■ **Extracted material**:
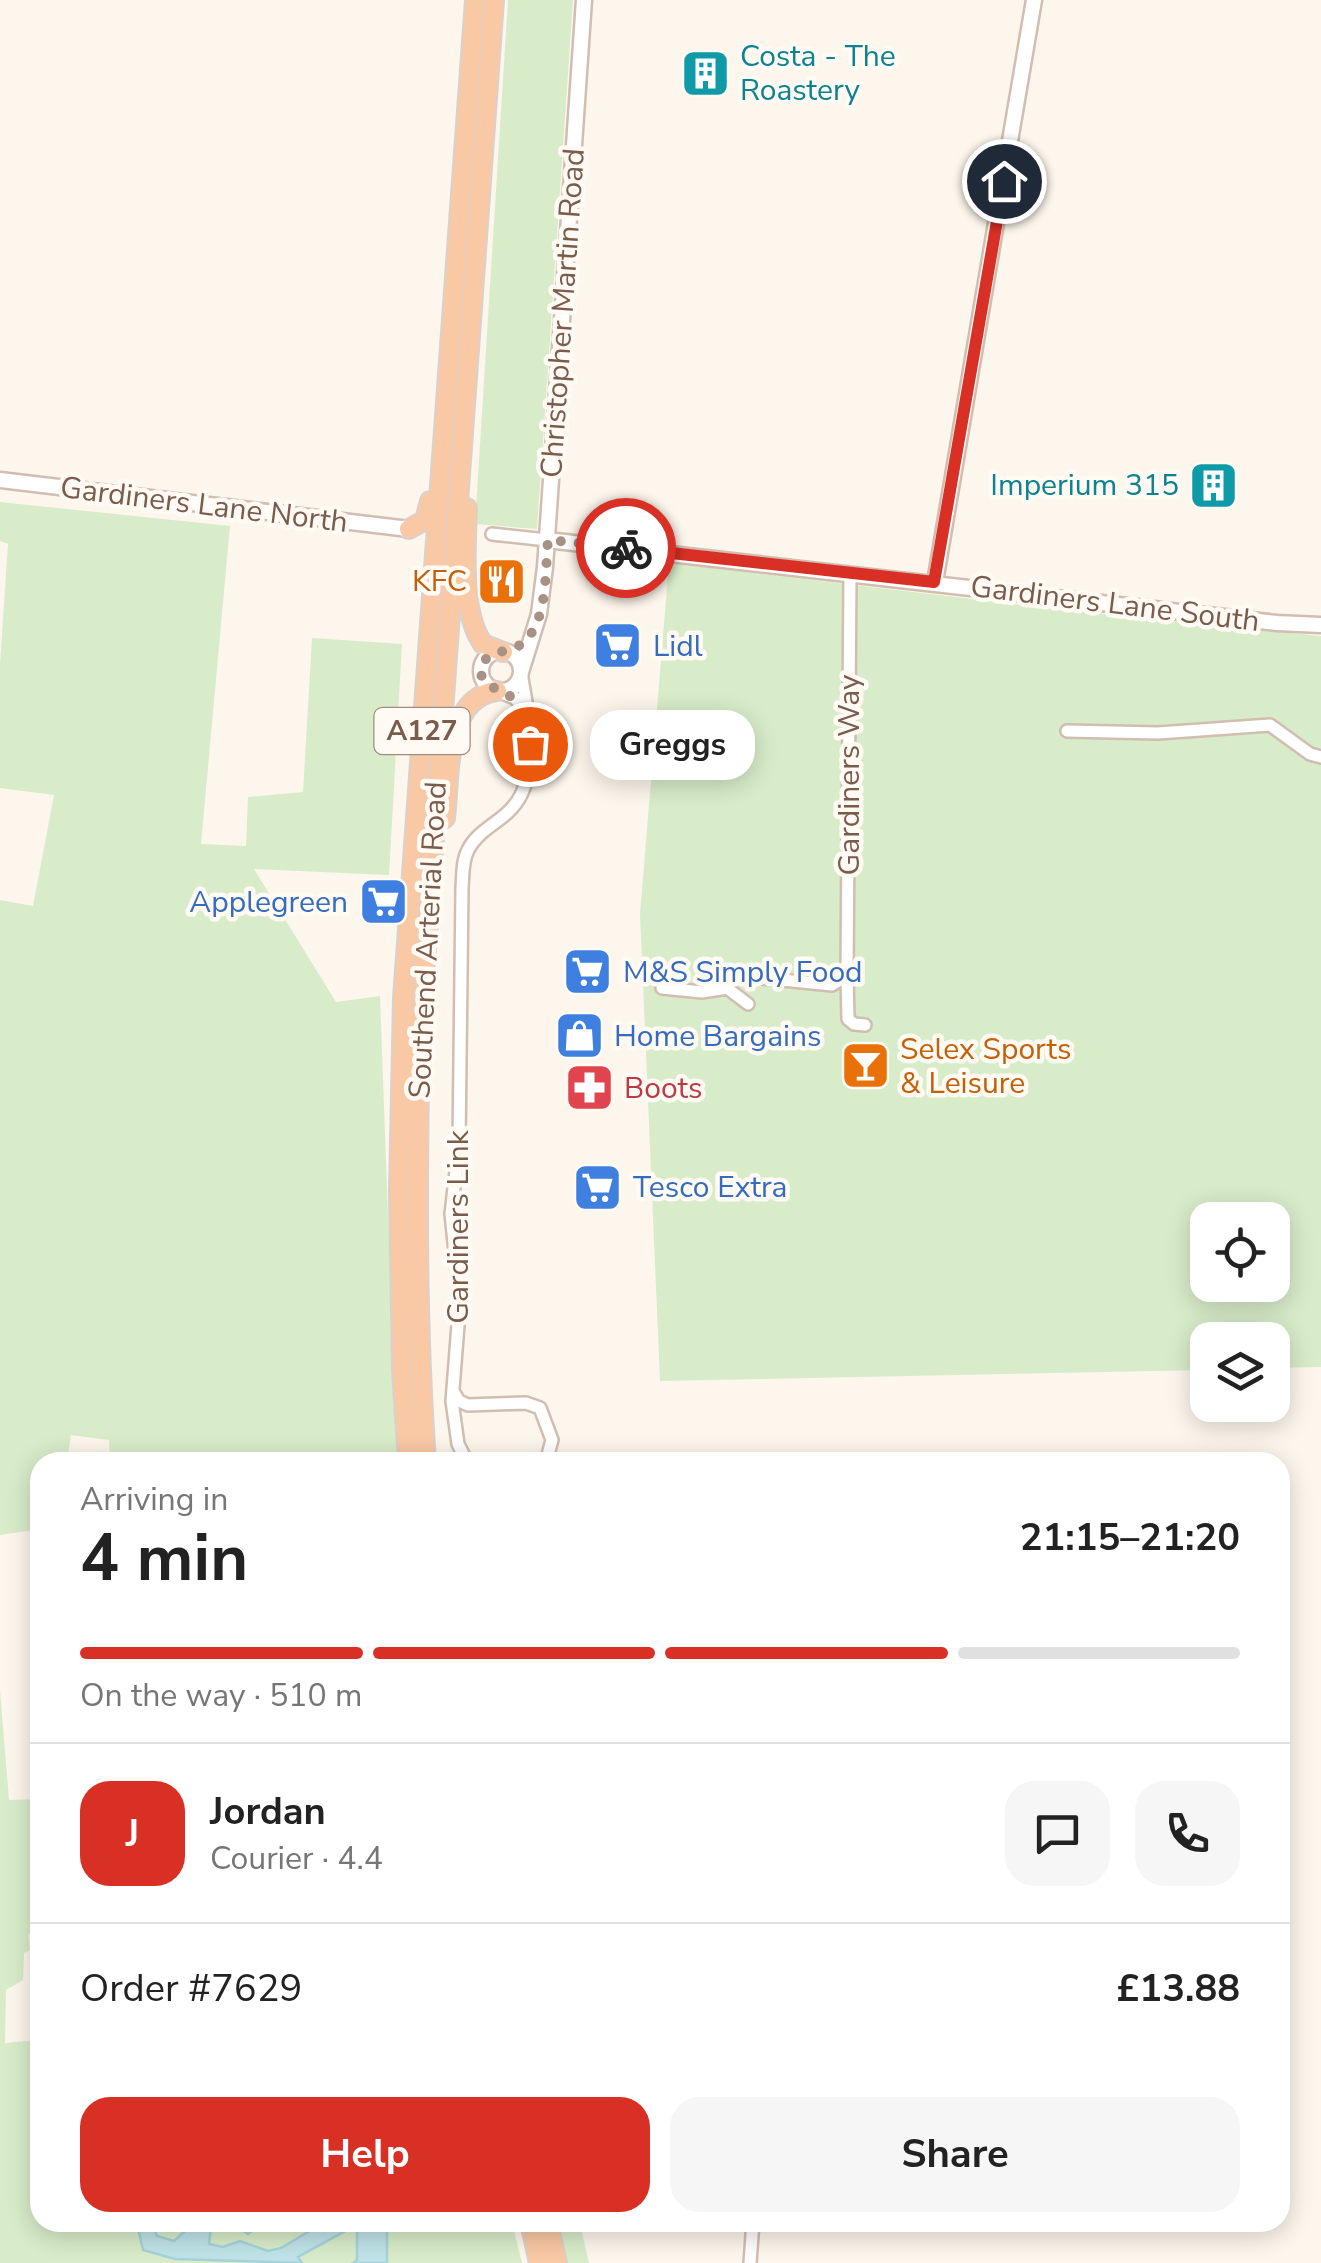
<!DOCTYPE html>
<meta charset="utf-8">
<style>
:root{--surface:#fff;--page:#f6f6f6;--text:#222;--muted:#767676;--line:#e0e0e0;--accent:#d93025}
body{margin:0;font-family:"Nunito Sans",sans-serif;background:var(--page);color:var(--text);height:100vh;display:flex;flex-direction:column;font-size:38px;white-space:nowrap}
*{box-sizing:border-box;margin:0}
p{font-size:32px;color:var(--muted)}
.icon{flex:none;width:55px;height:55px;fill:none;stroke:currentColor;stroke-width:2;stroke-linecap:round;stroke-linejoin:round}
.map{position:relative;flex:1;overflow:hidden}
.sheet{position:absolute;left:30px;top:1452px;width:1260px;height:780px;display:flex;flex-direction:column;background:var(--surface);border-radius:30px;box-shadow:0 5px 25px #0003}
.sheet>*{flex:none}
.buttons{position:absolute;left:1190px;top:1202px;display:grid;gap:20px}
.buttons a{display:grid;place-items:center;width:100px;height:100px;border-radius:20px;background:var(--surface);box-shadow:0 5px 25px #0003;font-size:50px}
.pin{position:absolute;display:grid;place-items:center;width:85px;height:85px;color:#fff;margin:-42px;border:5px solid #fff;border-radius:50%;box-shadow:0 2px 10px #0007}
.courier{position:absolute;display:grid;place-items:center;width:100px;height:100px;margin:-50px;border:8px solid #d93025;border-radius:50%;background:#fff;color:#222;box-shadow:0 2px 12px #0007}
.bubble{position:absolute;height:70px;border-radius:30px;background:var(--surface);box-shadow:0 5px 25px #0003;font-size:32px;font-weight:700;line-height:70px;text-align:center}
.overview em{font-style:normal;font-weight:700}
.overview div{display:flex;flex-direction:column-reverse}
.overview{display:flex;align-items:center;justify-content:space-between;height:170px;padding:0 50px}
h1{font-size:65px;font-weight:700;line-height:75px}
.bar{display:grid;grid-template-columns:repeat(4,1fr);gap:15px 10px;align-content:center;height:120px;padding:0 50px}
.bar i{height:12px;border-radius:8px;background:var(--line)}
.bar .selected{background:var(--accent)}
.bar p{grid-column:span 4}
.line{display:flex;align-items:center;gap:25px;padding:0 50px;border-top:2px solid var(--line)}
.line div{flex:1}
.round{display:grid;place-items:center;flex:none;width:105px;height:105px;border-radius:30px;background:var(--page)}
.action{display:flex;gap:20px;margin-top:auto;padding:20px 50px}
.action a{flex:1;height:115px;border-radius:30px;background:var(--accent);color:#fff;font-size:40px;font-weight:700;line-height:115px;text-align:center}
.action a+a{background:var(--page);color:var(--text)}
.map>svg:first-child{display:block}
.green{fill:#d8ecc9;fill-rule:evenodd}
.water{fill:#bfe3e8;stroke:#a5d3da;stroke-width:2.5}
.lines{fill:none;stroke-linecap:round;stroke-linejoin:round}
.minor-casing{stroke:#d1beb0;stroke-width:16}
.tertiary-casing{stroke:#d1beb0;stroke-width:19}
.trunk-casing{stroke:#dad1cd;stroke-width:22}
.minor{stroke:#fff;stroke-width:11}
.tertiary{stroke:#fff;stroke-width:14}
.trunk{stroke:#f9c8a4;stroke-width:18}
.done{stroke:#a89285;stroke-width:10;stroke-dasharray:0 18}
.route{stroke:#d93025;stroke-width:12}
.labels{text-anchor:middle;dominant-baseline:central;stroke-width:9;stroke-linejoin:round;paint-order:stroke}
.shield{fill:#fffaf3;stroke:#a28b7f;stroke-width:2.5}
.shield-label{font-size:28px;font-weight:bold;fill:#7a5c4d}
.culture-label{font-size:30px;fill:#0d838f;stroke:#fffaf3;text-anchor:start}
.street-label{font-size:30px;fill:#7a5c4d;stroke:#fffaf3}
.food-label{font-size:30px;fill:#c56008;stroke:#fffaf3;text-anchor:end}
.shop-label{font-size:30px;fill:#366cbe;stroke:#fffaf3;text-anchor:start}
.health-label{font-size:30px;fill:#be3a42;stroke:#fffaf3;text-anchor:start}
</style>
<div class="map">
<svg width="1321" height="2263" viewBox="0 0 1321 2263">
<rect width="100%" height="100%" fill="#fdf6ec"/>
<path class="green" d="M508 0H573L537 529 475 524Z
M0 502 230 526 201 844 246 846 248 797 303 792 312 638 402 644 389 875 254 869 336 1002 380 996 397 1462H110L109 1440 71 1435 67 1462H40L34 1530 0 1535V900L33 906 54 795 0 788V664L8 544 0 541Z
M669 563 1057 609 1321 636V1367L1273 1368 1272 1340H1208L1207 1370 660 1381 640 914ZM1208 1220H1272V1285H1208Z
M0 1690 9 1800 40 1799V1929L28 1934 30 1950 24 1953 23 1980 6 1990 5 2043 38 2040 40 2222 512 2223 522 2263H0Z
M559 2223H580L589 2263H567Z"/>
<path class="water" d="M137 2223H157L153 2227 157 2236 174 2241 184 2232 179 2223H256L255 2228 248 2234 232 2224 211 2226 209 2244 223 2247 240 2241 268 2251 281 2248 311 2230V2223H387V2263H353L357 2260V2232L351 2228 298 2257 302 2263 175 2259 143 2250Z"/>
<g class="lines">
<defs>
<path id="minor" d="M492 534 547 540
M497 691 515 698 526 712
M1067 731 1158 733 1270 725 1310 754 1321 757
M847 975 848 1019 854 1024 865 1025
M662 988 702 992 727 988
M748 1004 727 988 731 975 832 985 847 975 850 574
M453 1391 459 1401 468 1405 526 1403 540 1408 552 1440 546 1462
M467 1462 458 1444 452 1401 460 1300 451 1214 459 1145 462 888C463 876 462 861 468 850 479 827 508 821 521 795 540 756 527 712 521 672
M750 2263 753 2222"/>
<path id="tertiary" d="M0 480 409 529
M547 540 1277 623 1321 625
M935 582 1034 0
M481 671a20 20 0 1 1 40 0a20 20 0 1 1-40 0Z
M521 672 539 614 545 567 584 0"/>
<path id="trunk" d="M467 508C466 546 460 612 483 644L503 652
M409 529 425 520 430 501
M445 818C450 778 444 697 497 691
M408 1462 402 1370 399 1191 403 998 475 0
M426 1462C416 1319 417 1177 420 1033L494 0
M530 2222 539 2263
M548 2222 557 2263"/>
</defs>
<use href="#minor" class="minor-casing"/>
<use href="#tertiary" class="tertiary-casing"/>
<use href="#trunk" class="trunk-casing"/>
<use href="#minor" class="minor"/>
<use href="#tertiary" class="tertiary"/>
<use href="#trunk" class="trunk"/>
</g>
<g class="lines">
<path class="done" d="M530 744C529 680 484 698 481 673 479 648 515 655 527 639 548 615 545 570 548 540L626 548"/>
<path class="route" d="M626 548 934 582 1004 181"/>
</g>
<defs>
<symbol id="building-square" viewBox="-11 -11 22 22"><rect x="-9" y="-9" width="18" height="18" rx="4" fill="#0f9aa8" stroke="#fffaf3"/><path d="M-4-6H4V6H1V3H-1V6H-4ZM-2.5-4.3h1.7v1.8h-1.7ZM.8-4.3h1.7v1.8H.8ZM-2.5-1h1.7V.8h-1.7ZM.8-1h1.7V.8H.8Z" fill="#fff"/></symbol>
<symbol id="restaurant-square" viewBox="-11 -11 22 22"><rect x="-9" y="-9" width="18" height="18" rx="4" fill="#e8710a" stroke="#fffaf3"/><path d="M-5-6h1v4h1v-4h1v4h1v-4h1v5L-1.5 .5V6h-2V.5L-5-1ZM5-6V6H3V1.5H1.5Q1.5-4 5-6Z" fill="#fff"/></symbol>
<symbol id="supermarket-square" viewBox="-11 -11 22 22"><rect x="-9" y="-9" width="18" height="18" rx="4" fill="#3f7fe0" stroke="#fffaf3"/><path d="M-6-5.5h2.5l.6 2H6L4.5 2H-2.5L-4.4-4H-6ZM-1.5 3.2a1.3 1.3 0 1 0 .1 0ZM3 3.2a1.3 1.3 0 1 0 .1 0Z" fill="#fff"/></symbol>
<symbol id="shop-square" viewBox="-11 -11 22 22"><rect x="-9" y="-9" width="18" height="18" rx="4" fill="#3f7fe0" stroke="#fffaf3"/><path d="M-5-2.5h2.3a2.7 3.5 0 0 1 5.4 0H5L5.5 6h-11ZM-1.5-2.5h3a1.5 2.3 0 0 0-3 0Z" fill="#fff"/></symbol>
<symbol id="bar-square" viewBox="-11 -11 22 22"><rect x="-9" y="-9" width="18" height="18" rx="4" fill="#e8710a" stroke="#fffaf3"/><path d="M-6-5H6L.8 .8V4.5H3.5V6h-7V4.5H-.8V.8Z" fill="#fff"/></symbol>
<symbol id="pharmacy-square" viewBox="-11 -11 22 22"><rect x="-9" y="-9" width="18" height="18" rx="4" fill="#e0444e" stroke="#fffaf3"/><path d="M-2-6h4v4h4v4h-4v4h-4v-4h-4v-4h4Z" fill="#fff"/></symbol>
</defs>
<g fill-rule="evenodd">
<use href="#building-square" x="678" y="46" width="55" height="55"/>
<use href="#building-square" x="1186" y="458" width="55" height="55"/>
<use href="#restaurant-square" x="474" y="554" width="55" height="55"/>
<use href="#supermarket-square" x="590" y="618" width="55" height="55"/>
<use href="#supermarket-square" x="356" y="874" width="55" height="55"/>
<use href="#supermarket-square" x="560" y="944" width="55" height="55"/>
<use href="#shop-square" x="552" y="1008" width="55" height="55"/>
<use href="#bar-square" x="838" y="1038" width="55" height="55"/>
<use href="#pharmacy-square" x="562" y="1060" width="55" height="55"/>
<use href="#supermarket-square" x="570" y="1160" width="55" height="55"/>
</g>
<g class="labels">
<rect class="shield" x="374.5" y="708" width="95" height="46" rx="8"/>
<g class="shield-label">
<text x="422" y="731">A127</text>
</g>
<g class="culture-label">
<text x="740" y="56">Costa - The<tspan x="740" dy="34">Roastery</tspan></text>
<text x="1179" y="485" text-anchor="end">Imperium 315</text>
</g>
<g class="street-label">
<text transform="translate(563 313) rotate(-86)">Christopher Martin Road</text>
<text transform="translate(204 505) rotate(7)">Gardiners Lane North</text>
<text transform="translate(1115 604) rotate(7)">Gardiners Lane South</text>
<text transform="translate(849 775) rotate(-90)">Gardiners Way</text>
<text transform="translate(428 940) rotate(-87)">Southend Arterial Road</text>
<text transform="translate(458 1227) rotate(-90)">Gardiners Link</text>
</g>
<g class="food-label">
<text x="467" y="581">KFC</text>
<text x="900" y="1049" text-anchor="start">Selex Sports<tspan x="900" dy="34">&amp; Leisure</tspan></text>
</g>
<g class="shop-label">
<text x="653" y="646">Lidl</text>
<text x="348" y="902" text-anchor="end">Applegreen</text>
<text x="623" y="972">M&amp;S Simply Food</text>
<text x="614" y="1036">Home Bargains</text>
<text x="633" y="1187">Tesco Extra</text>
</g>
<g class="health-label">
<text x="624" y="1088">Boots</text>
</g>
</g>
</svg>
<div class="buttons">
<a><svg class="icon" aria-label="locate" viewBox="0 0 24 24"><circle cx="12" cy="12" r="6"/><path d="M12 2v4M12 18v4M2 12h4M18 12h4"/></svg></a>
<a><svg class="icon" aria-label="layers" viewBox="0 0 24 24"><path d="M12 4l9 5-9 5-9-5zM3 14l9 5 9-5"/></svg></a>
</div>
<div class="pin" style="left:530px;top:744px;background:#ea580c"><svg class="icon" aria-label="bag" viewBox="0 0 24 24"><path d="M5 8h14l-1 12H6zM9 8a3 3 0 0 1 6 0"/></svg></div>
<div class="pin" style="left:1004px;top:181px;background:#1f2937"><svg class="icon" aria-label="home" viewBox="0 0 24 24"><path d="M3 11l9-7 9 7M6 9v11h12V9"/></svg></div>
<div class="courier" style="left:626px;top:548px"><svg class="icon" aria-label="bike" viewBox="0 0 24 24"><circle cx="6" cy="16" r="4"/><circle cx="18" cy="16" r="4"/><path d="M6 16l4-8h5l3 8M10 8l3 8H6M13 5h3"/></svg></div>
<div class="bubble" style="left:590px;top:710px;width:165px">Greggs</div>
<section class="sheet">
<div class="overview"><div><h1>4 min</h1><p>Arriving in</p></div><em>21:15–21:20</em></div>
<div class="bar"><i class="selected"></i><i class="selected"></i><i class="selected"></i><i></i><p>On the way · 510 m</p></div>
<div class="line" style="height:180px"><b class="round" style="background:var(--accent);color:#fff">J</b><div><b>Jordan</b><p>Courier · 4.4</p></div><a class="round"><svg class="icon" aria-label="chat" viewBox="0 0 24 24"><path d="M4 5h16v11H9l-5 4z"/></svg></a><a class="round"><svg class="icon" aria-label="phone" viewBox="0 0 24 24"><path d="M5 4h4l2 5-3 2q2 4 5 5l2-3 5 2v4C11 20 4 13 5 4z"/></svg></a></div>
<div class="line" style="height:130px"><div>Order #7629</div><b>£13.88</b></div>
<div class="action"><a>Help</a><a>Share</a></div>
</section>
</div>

■ **Exercise details**:
From the entries, copy every line in which the string "space" can be found.

■ **Answer to this problem**:
body{margin:0;font-family:"Nunito Sans",sans-serif;background:var(--page);color:var(--text);height:100vh;display:flex;flex-direction:column;font-size:38px;white-space:nowrap}
.overview{display:flex;align-items:center;justify-content:space-between;height:170px;padding:0 50px}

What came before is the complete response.